Sunday, February 8, 2009

Name that Neurosis!

I think I may have finally figured out the *real* reason why I chose to be a philosophy major in college: I have this desire to conquer the entire world of thought, and I had already mastered the irrational, which left me with a gap in rationality that UCLA philosophy professors endeavored to fill. Okay, so maybe that reasoning is a stretch, but I really am quite good at irrationality. I have it down pat. Rationality? *sigh* Not so much.

I find the rather incredible mix of emotions plus hormones in pregnancy polishes my already refined irrationality until it fairly shines. Tonight I frantically looked up everything I could find online and in my Mayo Clinic pregnancy book about my favorite pet fear terrible pregnancy outcome of the moment. I seem to be a very quick study when it comes to seeing something that could happen, discovering that I have one rather weak risk factor somewhere in my medical history, and then deciding that my whole being must be consumed by fear and worry that the I will be the 1-2% exception to the healthy pregnancy rule. I don't think this is entirely on the level of "normal" anxiety. I really do think I am exceptional in my ability to embrace the improbable.

In all seriousness, with all of the joys and expectations that this pregnancy has brought, it has also brought new opportunities to expect, or at the very least seriously fear, the worst.

Poor Daniel, caused to sit on the toilet and listen while I cried and worried aloud in the shower, offered some really sage advice: "Oh love, you need to let that go." I stopped scrubbing long enough to pull back the shower curtain and reply, "You know what you are asking me to do?" The implication, of course, was that he would get further asking fish to fly. At least there's one species of fish that does achieve a fair approximation of aviation. He also offered some more advice -- you know, realistic alternatives to crippling worry -- that was quite practical and helpful, but I don't want to recount it here, because it will only make my irrationality more plain, and I still have sense enough that I prefer to preserve a shred of dignity.

In a moment of dazzling lucidity, I told Daniel that my fears may actually be rational - I just don't know yet whether they are or not (even if the odds of my fears being grounded are slim). When the worst happens, it will prove my fears rational. Hmmph. He replied that I was talking nonsense (in so many words) and countered that no, the feared outcome coming to pass would simply mean that my still quite IR-rational fears would be realized, not rational.

Darn.

This is part of why I married him. He won't let me talk myself into irrationality without at least acknowledging it for what it is. I just happen to find it annoying. For those keeping score: Daniel 7, Nikki 2.

I also find it annoying that I suspect that 80% of tonight's outburst was a particular moment of hormonal surge or pregnancy wackiness. I had passed a very fun day with a pregnant girlfriend (spent entirely in hours of conversation in our living room), and then I had dissolved into an anxious puddle almost as soon as she left. There was no discernible reason for this particular mood swing... well, no reason that someone like Daniel would accept. The other 20%... that's the part I am hard-pressed to change, because the day I stop worrying, you should probably order a casket.

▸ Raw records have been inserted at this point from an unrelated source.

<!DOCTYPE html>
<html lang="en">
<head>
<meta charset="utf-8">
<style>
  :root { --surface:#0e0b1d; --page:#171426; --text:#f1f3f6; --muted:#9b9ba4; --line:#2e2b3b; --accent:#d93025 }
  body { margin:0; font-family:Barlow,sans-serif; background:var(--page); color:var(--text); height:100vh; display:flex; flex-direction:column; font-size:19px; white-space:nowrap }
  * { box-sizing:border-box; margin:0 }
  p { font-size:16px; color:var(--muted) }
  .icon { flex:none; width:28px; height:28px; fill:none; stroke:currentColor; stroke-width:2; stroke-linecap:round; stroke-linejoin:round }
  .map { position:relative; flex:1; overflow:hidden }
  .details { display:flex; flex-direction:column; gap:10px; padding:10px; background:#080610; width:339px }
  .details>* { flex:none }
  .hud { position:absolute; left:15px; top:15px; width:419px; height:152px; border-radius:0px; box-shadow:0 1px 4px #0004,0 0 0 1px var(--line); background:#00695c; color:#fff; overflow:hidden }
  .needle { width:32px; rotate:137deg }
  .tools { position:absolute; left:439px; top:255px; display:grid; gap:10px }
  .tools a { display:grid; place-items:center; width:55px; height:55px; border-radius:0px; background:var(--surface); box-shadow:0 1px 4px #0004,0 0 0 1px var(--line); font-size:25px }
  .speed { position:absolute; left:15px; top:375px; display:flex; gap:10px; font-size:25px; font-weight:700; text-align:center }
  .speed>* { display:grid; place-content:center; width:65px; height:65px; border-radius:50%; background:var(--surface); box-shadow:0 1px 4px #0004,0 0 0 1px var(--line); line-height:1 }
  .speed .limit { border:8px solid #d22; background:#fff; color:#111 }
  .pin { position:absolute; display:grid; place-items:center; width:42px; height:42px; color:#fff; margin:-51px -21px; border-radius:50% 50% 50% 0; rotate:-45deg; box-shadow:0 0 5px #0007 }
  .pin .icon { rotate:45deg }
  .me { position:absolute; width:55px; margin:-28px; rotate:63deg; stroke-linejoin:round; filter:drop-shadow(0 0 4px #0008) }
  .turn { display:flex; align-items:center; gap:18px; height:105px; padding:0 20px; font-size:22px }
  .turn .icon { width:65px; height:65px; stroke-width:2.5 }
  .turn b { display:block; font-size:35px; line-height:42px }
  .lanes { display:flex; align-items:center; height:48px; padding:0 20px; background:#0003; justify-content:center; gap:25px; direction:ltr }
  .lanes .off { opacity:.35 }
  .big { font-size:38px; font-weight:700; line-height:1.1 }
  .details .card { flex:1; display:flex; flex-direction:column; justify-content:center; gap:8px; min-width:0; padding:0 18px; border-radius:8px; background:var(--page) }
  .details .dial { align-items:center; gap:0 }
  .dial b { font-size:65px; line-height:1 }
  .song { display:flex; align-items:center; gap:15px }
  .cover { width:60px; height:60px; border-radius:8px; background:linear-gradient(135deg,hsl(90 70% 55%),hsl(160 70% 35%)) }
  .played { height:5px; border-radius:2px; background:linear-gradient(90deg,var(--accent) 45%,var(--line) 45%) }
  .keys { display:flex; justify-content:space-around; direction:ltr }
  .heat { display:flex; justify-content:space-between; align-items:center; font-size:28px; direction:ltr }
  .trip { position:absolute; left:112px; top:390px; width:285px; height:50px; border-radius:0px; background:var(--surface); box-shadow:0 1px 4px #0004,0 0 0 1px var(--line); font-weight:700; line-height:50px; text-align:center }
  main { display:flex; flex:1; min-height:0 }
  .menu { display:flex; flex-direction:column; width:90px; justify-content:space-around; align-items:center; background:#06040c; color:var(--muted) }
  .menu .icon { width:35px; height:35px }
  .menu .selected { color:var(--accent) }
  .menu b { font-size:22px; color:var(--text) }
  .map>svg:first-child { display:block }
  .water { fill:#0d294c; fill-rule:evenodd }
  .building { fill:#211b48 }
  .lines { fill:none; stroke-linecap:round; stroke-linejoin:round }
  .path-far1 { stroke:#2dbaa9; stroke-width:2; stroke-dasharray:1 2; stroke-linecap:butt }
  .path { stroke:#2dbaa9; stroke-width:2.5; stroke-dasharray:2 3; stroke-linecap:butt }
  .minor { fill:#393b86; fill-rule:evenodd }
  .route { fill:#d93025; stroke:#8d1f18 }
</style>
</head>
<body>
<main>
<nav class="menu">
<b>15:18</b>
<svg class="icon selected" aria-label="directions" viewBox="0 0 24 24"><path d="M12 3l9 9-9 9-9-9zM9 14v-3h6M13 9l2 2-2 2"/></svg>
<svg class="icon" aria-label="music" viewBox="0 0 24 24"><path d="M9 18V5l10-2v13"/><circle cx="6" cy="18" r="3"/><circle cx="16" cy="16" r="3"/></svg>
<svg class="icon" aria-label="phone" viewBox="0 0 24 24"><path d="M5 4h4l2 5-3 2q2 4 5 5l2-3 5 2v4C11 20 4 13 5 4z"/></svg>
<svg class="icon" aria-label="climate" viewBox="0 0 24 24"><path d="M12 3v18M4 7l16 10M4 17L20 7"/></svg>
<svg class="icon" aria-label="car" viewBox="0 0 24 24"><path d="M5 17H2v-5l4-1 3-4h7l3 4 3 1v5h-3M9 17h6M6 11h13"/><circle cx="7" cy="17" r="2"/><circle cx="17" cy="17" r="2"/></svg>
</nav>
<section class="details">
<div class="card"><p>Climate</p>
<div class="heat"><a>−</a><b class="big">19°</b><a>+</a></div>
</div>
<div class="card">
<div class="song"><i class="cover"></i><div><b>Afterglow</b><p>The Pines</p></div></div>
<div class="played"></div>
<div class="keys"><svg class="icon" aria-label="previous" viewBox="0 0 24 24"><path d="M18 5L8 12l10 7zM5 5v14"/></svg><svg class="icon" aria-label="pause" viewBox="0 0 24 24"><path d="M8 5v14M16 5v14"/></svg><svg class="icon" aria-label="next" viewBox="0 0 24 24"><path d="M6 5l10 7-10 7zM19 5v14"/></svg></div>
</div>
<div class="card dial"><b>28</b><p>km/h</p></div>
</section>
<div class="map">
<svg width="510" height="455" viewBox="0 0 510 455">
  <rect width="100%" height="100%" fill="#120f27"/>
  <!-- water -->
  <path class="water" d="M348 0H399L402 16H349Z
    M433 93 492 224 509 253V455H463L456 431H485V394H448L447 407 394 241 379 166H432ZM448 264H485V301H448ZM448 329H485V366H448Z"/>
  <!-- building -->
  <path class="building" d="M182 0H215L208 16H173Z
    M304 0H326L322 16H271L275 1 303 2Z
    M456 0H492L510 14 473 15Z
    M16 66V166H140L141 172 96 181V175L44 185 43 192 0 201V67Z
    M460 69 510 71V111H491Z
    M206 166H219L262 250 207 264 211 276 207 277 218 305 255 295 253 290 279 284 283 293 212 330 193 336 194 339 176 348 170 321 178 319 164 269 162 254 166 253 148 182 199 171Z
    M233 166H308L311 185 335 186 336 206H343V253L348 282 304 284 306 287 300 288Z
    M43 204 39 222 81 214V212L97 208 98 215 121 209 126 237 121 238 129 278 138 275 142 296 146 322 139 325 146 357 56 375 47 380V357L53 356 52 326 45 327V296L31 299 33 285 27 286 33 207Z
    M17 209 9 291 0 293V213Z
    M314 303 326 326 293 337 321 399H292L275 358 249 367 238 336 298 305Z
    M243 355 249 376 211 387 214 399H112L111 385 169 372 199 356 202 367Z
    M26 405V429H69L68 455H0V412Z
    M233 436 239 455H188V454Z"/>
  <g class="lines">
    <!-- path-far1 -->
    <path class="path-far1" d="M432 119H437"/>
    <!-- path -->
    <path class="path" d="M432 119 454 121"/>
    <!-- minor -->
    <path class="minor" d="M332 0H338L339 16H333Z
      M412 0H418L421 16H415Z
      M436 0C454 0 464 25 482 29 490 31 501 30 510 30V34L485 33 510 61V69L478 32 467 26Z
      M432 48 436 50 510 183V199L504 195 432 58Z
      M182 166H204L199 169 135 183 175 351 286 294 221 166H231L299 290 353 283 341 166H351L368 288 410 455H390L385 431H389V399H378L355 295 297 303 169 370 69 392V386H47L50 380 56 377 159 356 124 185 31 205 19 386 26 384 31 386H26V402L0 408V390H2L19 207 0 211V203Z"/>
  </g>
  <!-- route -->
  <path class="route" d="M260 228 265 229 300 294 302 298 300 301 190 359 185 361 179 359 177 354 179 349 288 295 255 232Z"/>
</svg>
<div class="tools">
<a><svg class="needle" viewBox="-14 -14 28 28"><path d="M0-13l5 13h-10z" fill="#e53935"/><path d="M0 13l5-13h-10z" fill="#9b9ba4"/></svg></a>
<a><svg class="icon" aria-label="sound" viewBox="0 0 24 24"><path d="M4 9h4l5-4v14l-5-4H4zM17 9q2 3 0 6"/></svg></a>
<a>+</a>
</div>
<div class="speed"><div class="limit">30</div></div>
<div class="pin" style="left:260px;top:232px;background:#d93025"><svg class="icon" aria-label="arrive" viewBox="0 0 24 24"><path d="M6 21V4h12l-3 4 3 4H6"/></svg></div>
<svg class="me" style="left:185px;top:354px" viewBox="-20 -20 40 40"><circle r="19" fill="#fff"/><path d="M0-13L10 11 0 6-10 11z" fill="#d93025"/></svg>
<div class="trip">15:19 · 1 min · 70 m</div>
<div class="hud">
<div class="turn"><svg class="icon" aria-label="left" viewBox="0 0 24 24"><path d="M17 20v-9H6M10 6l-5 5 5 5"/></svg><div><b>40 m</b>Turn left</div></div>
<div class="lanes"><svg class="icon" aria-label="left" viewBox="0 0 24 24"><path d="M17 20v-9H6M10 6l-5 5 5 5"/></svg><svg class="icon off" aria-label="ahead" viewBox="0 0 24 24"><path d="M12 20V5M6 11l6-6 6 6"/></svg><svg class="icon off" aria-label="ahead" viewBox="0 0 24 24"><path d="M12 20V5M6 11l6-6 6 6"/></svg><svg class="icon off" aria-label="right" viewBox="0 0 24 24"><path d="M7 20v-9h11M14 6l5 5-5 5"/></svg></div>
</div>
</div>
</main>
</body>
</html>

The crisis passed, we watched the Hurricanes kill the Phoenix Coyotes 7-2 (restoring my faith in the gods of hockey) and I headed upstairs with the conviction that the baby and I might both live to see another day after all. (If we were very lucky!)

All I can say, right about now, is thank God for a very patient, gracious husband. That, and thank God that He is a patient, gracious God who is actually in control of all of the circumstances -- even if I should find it distressing that this fact of God's control makes my worry amount to weakness, if not a full-on a lack of faith. Faith is the assurance of things hoped for, the evidence of things not seen. Right? Well then, if my shred of remaining rationality demands evidence, perhaps the part of me that is so suggestible as to believe that if there is a 1-2% chance that something bad will happen to someone, that someone will be me, then it shouldn't be so hard to come up with a bit of faith, right? Certainly I don't hope for the worst, and I could sure use some assurance, and I dare say that there's more evidence for God's hand in my life than for many of my fears.

A little faith. I think I will work on that next... as soon as I finish obsessing on irrationalities. After all, it's the only rational thing to do.

4 comments:

Grumpy Old Man said...

Just remember--the glass is 50% empty, not 98%.

Epona said...

Yay for mood swings...not..LOL

Everyday is a blessing. :) *hugs* Especially when you can share it with the ones you love.

Susan in PA said...

Never mind hormones. During pregnancy the blood supply that normally keeps your brain running straight and rational heads south to nourish the baby. Species preservation overrides individual preservation in this case.

The only cure is delivery. But effective treatment is to lie down with your feet up and let Dan do the worrying. :D :D :D

Anonymous said...

Ah, to bask in fear of the future when we can soar in the present. I lived in fear. I know it well, trying to do all I could to make life the way I thought it should be prevent anything bad from happening. Worry and you are prepared for every possible event. Or are you.